Um provável fim...
De súbito meus pensamentos foram cortados pelo chamado que vinha do consultório. A garganta secou. Levantei-me e fui em direção aquela pequena salinha. Olhei novamente para a caneta antes de entrar. Ela parecia mais escura daquele ângulo, talvez fosse preta... Entrei. Sentei. Respirei fundo e então tomei coragem para perguntar ao Doutor o que naturalmente já sabia há tempos: “O que vai acontecer?”. Com a calma e a frieza natural da profissão respondeu-me sem delongas: Você vai esquecer! Vai esquecer tudo daqui um tempo. Um belo dia acordará sem se lembrar de absolutamente nada do que viveu até agora. Minhas pupilas congelaram, o ar me faltou e a minha mente soava algo como um: “Você sempre soube, porque o espanto? Não é a primeira vez...”. Houve uma tentativa de consolo do médico à minha pessoa- uma espécie de compaixão profissional acredito eu- Ele disse: Pense pelo lado bom. Não sofrerá mais, nem mesmo saberá que sofreu por tudo isso um dia, sequer se lembrará que esteve aqui.

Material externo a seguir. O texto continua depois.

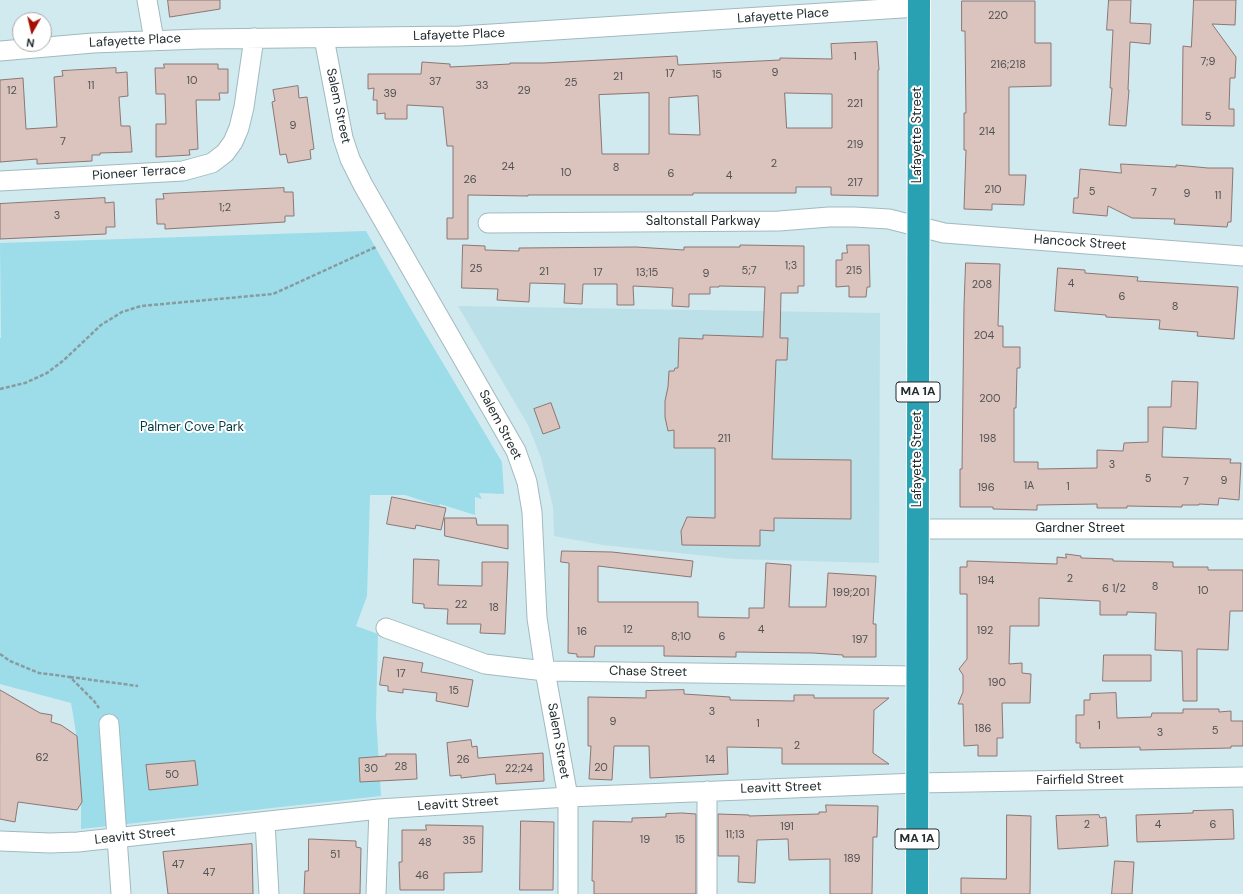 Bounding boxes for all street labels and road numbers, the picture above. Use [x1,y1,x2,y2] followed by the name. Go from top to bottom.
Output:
[737,5,829,27] street label: Lafayette Place
[413,26,505,44] street label: Lafayette Place
[89,31,181,51] street label: Lafayette Place
[322,67,354,145] street label: Salem Street
[910,87,926,183] street label: Lafayette Street
[92,162,186,184] street label: Pioneer Terrace
[646,214,760,230] street label: Saltonstall Parkway
[1033,232,1127,254] street label: Hancock Street
[896,382,940,402] road number: MA 1A
[475,387,525,463] street label: Salem Street
[910,411,926,507] street label: Lafayette Street
[1035,521,1125,537] street label: Gardner Street
[609,664,687,680] street label: Chase Street
[544,702,572,780] street label: Salem Street
[1036,771,1124,789] street label: Fairfield Street
[740,779,822,797] street label: Leavitt Street
[417,793,499,815] street label: Leavitt Street
[94,824,176,848] street label: Leavitt Street
[895,829,939,849] road number: MA 1A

Sai. Meus pés me guiaram para algum lugar que não sei dizer, apenas via o corredor do consultório se comprimindo contra mim. Quase não passei por ele. Sentei-me em algo como um banco e pus-me a chorar. Um vento fazia questão de esfriar as quentes lágrimas que me saiam dos olhos para me lembrar que estavam ali em meu rosto. Sofria agora por saber que não mais sofreria. Isso significaria esquecer sem nenhum remorso que um dia fui sua amiga. Esqueceria de tudo sem sofrimento ou dor, sem vestígios de lembrança. Não passaria de estranho colega de classe. Nada mais. Levantei-me, desviei das aves que ali imploravam por migalhas de pão e comecei a andar de volta para a casa.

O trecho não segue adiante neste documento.